Would you please report how many lines of the listing contain "Black"? Reply with that number only.

*** Opening SOURCE MATERIAL ***

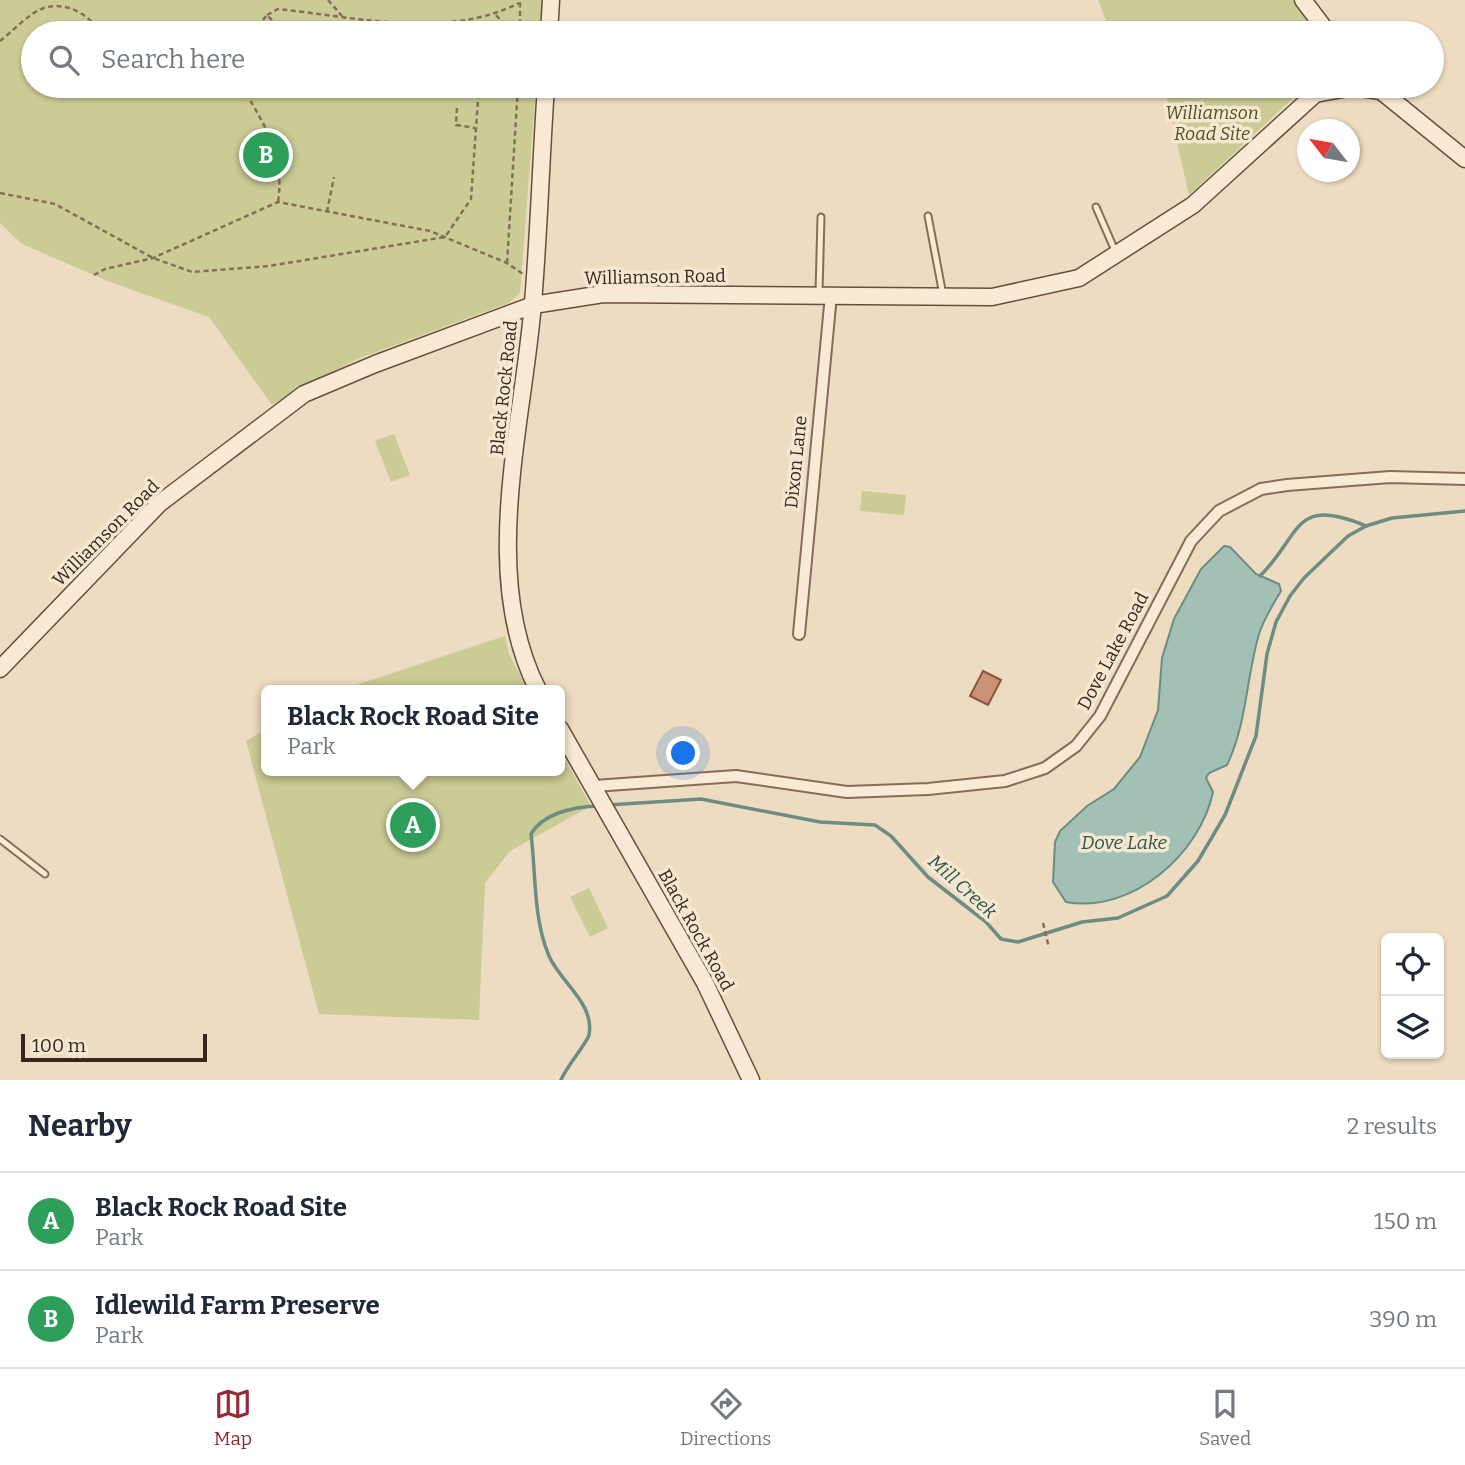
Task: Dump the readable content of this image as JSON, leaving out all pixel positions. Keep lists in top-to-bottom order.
{
  "streets": {
    "street": [
      "Williamson Road",
      "Black Rock Road",
      "Dixon Lane",
      "Dove Lake Road"
    ]
  },
  "crossings": [
    ["Williamson Road", "Black Rock Road"],
    ["Williamson Road", "Dixon Lane"],
    ["Black Rock Road", "Dove Lake Road"]
  ],
  "water": ["Dove Lake", "Mill Creek"],
  "parks": ["Williamson Road Site"],
  "scale_bar": "100 m",
  "north": "top left",
  "page": {
    "search": "Search here",
    "pins": ["B", "A"],
    "popup": ["Black Rock Road Site", "Park"],
    "scale": "100 m",
    "heading": ["Nearby", "2 results"],
    "list": [
      {
        "mark": "A",
        "name": "Black Rock Road Site",
        "note": "Park",
        "value": "150 m"
      },
      {
        "mark": "B",
        "name": "Idlewild Farm Preserve",
        "note": "Park",
        "value": "390 m"
      }
    ],
    "nav": ["Map", "Directions", "Saved"]
  }
}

*** Closing SOURCE MATERIAL ***

▶ _RESULT OF THIS EXERCISE_
5